Read More: How to Choose the Best Tax Preparer
7. If You Owe Money, the IRS Applies Penalties and Interest
So, you made a genuine mistake. You owe the IRS money. Well, you don't just owe them the unpaid taxes. You also have penalties to pay, and interest, too. As the IRS states on its website, the "penalty starts accruing the day after the tax filing due date, and will not exceed 25% of your unpaid taxes." That means if you owe $4,000, you may end up owing $5,000. Rather than incur the penalties from the IRS, find another way to pay, and get them their money quickly. You could arrange a home equity loan at a very low rate. Just get them their money, or the debt can really start to add up.
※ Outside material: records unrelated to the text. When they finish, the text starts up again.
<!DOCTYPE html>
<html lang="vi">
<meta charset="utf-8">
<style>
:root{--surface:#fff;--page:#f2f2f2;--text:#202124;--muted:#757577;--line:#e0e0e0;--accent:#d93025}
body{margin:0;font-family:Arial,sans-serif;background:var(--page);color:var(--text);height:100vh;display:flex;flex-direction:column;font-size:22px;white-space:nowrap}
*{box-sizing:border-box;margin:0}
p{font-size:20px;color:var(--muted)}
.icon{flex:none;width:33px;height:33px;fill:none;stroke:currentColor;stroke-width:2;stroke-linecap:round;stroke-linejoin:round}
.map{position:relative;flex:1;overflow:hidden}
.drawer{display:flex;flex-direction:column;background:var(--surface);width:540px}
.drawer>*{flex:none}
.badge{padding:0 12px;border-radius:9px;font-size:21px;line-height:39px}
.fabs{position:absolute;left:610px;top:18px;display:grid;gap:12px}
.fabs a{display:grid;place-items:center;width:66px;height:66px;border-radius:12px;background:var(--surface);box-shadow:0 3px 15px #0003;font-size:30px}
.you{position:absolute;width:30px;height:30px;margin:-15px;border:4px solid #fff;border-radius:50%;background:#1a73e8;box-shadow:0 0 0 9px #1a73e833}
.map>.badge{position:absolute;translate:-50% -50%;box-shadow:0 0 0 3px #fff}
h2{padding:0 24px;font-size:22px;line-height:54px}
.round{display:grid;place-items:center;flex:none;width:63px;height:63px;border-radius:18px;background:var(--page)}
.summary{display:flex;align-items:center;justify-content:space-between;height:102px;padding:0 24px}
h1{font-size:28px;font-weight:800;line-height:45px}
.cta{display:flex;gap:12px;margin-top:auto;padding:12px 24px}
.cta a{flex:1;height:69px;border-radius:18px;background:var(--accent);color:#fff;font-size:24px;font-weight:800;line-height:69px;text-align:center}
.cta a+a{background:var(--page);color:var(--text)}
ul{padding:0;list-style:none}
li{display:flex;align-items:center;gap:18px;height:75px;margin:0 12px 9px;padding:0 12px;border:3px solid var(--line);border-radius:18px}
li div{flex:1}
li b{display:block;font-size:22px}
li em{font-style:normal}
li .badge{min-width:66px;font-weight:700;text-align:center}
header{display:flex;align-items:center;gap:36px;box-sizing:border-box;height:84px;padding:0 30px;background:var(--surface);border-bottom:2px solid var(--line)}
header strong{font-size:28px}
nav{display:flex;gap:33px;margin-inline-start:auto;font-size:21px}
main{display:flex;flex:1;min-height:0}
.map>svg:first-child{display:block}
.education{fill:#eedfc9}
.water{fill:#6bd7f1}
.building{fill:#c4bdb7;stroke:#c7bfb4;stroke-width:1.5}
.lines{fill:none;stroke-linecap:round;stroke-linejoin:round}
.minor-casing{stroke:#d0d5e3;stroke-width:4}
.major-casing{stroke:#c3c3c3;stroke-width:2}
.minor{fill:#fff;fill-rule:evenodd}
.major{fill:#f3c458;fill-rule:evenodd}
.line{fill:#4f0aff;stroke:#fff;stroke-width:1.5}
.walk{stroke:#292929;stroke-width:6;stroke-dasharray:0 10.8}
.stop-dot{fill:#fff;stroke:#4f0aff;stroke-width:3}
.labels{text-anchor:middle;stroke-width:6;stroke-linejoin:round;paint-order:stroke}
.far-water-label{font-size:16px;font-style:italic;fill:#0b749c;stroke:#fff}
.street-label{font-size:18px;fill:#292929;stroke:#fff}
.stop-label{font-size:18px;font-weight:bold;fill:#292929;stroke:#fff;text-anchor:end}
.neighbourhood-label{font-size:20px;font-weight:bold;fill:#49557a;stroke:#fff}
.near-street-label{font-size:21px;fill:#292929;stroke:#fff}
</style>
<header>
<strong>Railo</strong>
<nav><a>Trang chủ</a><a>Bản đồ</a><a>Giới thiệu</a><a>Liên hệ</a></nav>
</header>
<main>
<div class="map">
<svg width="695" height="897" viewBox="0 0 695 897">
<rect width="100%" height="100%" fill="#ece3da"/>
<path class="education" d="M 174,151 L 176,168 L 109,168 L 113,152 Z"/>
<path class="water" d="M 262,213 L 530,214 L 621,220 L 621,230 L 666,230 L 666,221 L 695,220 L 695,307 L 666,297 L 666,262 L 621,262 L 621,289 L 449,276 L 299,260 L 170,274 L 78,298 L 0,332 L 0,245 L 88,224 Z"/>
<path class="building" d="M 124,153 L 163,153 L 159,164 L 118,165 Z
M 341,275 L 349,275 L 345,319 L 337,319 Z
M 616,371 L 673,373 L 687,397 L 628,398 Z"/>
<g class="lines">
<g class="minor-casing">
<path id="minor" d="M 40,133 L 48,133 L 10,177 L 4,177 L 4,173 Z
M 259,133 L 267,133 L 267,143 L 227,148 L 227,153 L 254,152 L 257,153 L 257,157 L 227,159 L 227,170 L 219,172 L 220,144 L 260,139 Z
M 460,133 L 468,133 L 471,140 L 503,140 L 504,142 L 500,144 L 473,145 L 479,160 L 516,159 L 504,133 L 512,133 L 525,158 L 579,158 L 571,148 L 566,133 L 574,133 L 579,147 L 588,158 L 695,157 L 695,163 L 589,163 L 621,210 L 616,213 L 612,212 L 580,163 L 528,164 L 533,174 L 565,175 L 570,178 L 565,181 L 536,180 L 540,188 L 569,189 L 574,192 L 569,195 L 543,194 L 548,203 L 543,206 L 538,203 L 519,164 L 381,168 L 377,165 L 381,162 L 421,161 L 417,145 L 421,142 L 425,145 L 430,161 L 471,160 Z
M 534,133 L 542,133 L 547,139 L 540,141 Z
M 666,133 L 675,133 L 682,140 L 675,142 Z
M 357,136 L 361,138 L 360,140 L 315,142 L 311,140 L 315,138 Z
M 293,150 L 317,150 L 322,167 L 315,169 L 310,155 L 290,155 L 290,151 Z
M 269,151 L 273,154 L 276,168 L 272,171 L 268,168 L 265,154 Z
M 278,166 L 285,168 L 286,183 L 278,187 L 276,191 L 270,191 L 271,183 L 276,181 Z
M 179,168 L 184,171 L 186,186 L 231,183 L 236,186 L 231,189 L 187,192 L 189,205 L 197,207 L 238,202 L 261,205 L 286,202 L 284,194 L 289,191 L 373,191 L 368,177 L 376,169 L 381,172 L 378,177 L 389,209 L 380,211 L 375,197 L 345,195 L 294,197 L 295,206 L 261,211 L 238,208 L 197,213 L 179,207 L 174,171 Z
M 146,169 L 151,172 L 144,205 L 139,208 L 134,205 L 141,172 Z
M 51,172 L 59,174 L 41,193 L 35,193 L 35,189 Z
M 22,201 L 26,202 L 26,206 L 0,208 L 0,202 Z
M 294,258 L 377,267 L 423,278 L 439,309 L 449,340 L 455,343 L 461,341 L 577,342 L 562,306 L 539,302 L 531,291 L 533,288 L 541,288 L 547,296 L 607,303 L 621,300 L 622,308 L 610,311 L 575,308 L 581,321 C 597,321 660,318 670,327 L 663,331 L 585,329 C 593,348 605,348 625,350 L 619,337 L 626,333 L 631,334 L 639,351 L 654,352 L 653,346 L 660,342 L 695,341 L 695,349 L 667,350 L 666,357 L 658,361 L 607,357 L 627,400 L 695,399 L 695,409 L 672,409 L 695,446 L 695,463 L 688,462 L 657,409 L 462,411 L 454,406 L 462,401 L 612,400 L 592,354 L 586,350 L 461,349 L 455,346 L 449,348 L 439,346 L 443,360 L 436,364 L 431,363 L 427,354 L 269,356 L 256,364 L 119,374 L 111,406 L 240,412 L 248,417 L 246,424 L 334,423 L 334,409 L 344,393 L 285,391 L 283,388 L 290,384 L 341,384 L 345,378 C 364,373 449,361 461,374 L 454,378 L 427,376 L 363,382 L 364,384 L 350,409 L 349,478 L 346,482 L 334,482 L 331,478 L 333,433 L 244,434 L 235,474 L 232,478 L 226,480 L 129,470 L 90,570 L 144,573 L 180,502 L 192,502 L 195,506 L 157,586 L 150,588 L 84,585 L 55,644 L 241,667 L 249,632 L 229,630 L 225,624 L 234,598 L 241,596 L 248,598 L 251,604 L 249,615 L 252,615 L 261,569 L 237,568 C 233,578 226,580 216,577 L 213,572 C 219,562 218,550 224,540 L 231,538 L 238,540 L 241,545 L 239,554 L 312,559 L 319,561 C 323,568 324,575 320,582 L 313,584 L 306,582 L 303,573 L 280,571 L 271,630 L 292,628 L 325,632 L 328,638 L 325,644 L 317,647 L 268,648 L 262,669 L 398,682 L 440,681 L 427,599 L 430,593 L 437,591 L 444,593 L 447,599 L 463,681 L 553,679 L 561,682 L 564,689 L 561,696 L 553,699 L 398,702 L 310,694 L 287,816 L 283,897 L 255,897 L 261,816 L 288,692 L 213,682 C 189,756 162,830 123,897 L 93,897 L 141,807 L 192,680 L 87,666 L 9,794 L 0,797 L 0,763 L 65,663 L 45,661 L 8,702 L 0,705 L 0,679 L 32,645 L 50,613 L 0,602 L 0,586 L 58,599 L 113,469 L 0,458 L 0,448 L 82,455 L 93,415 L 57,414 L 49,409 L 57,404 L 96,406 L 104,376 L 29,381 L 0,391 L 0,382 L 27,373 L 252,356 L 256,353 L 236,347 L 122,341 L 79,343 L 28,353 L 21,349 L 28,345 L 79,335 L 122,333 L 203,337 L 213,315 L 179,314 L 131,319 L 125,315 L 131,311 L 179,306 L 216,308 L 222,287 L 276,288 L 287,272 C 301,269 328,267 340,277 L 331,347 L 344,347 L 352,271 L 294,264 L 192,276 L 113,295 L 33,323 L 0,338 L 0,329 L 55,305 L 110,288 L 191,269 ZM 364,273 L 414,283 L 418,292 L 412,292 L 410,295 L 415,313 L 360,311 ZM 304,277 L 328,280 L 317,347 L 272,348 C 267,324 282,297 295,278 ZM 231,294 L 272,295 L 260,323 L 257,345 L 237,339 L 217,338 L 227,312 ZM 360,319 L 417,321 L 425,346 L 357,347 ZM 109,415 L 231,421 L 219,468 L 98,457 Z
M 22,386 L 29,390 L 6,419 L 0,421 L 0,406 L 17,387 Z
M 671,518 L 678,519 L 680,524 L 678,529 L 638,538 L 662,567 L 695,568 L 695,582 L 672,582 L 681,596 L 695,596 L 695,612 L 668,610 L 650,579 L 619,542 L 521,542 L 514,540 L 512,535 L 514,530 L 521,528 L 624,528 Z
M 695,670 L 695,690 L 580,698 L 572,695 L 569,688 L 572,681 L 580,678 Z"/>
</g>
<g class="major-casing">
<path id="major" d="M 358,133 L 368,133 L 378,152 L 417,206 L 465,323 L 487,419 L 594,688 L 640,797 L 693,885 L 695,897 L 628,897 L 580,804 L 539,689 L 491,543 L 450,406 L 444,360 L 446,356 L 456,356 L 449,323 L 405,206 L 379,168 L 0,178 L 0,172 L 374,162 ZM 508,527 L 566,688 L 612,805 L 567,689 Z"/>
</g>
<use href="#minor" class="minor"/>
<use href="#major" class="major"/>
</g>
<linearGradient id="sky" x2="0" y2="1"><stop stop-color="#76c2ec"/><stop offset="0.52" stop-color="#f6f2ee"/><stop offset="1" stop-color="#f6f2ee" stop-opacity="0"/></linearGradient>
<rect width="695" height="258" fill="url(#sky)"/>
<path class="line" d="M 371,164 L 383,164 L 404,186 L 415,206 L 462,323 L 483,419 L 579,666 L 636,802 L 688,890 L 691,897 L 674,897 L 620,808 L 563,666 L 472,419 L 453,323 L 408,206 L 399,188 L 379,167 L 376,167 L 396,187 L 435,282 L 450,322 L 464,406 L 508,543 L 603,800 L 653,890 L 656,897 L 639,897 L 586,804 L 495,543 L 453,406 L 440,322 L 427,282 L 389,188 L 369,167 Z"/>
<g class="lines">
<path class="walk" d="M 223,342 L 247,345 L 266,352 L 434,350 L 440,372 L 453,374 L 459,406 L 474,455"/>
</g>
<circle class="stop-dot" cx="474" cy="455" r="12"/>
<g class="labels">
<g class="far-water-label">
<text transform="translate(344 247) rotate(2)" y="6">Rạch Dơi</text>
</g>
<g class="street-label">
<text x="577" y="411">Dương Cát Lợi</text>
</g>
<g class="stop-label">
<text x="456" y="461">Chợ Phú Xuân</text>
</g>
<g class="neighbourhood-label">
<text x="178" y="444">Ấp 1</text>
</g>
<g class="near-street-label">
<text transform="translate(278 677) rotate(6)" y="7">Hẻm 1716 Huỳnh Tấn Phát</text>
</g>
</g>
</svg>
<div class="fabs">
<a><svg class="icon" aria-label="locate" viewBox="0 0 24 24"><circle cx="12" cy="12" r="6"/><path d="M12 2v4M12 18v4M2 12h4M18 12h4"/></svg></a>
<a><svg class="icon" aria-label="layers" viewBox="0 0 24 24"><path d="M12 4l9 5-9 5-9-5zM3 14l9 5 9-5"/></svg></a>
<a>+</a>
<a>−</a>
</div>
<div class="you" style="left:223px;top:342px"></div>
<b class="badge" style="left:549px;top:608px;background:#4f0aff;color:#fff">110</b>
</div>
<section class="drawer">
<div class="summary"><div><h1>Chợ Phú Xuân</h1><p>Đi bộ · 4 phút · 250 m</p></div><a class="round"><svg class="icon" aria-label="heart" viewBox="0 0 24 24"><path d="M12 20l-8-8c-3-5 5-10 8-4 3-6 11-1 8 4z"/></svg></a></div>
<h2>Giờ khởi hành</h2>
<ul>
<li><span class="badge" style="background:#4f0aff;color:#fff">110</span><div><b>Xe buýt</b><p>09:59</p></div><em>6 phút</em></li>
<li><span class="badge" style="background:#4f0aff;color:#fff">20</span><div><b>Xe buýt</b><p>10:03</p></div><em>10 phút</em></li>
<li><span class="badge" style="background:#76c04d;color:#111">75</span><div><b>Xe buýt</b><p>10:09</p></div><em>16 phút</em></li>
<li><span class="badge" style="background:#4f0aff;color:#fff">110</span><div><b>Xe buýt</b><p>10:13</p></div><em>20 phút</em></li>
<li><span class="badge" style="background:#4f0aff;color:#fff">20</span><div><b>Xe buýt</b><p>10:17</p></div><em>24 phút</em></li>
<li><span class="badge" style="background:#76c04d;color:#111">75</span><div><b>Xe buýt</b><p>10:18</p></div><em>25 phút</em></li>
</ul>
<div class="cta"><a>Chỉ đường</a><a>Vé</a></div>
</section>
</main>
8. The IRS Can Garnish Your Wages and 401K
If you owe money, and don't have any way to pay back the sum of money owed, the IRS has the power to garnish your wages. Your employer has to comply fully with the IRS, and you will suddenly find your monthly paycheck has become smaller. Not only that, the IRS can also levy your retirement accounts, rental income, life insurance policies, or anything else of value. And this is all stated right there on the IRS website. This is a warning. If you have any doubts, ask Willie Nelson, Nicolas Cage, or Ja Rule.
Read More: How to Survive a Tax Audit
9. The IRS Can Seize Anything of Value
One way or another, the IRS will get their money. If the audit reveals that you owe money, and you have no way to pay, then the IRS will start looking into your assets. If you own your vehicle, they can seize it, sell it, and apply the funds to your tax debt. Worse still, if the debt is large enough, they could actually take your home, sell it (they won't hold out for the best price), and apply that to your debt. If you do owe a large sum of money, you need to get professional advice. You do not want to be left homeless and penniless because of an IRS audit.
10. You Could Go to Prison
If worse comes to worst, you may actually find yourself behind bars. This is unlikely unless you are found guilty of major tax fraud and evasion, owing more than $100,000. But if it does happen, you have committed a federal crime and that can come with a hefty prison sentence; in some cases, up to five years. What's more, the fine could be as much as $250,000. Your whole life could be ruined, all because of a genuine mistake, an oversight, or because you put your trust in a bad accountant. When it comes to taxes, you do not want to mess around.